The listing is to be transcribed in full, with its images left out.

BEGIN Dataset excerpt

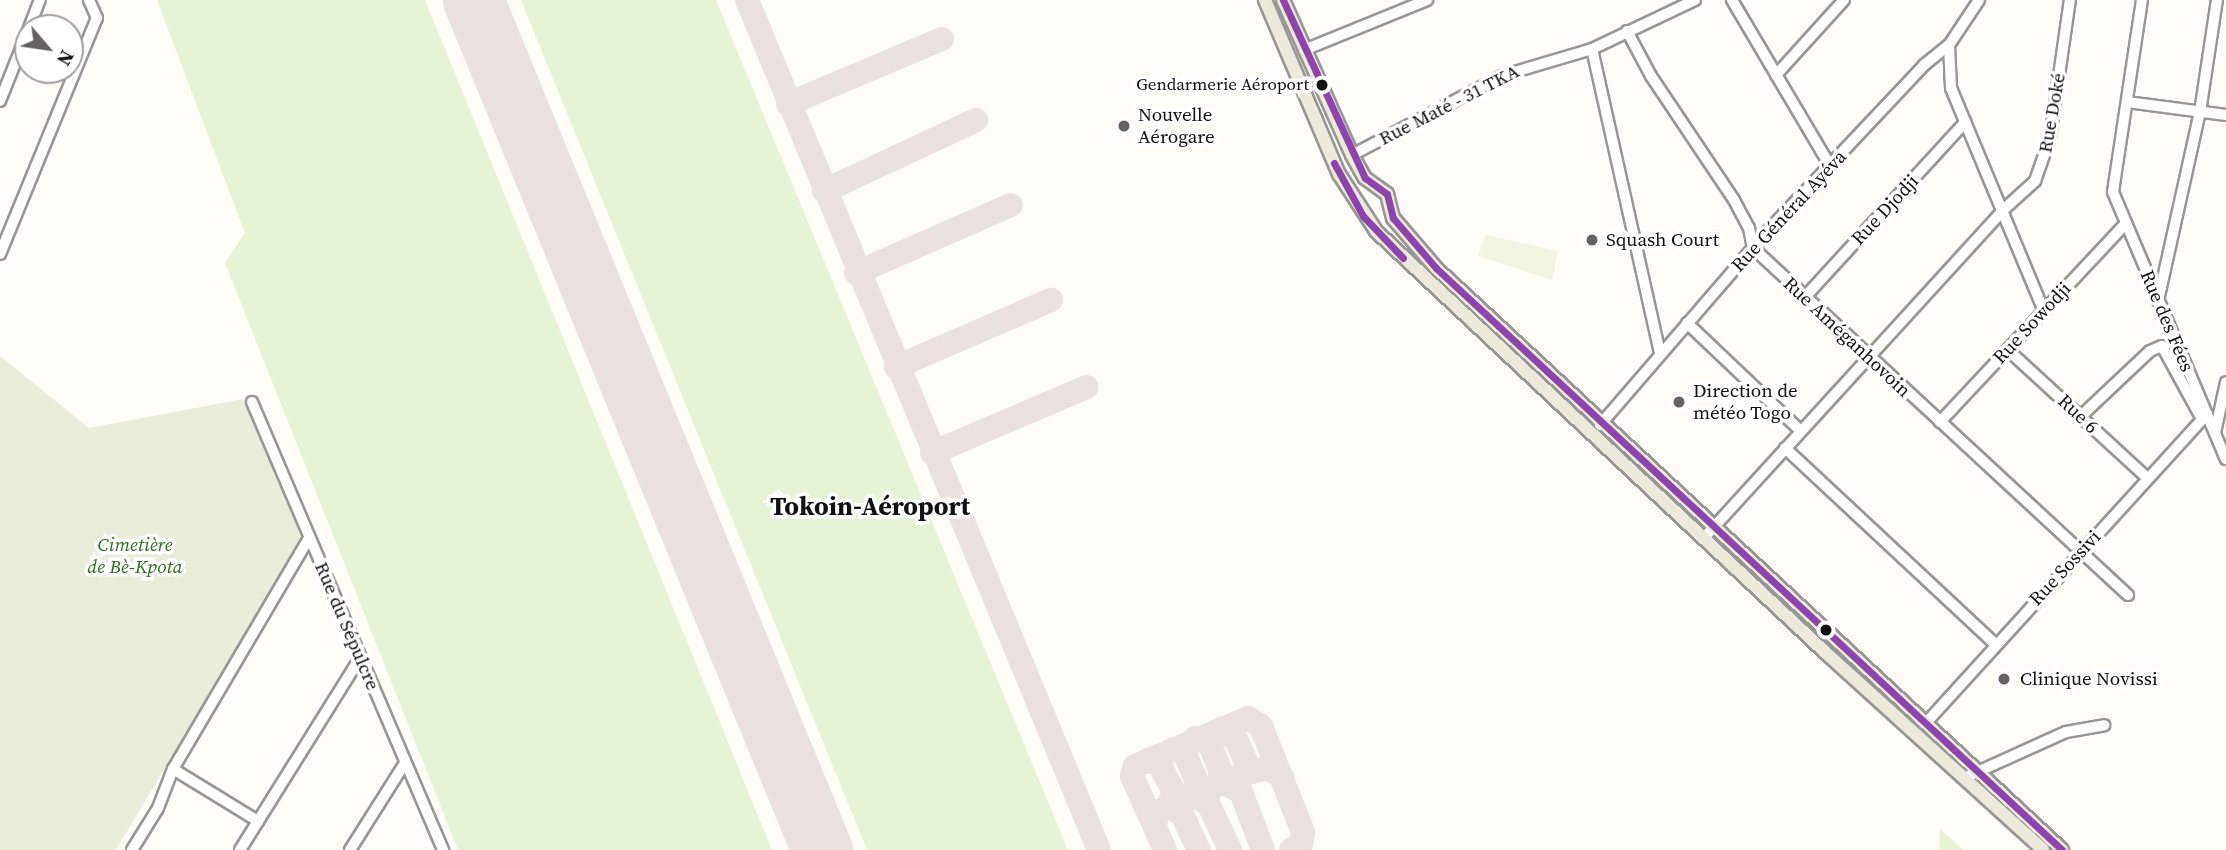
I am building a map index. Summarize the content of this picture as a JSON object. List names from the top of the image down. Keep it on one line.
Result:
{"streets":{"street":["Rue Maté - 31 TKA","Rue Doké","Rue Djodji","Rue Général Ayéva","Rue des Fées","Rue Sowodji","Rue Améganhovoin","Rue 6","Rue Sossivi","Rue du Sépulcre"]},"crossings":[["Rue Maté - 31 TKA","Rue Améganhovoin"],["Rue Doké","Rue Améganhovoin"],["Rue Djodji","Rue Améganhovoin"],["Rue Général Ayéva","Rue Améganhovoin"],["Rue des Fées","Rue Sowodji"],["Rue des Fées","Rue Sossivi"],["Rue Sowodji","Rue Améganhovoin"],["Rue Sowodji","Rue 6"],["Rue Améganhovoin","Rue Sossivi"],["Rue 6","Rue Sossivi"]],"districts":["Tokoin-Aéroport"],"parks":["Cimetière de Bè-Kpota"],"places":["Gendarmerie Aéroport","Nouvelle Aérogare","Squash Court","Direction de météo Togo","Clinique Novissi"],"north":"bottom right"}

END Dataset excerpt

# Solution to this task
I am building a map index. Summarize the content of this picture as a JSON object. List names from the top of the image down. Keep it on one line.
Result:
{"streets":{"street":["Rue Maté - 31 TKA","Rue Doké","Rue Djodji","Rue Général Ayéva","Rue des Fées","Rue Sowodji","Rue Améganhovoin","Rue 6","Rue Sossivi","Rue du Sépulcre"]},"crossings":[["Rue Maté - 31 TKA","Rue Améganhovoin"],["Rue Doké","Rue Améganhovoin"],["Rue Djodji","Rue Améganhovoin"],["Rue Général Ayéva","Rue Améganhovoin"],["Rue des Fées","Rue Sowodji"],["Rue des Fées","Rue Sossivi"],["Rue Sowodji","Rue Améganhovoin"],["Rue Sowodji","Rue 6"],["Rue Améganhovoin","Rue Sossivi"],["Rue 6","Rue Sossivi"]],"districts":["Tokoin-Aéroport"],"parks":["Cimetière de Bè-Kpota"],"places":["Gendarmerie Aéroport","Nouvelle Aérogare","Squash Court","Direction de météo Togo","Clinique Novissi"],"north":"bottom right"}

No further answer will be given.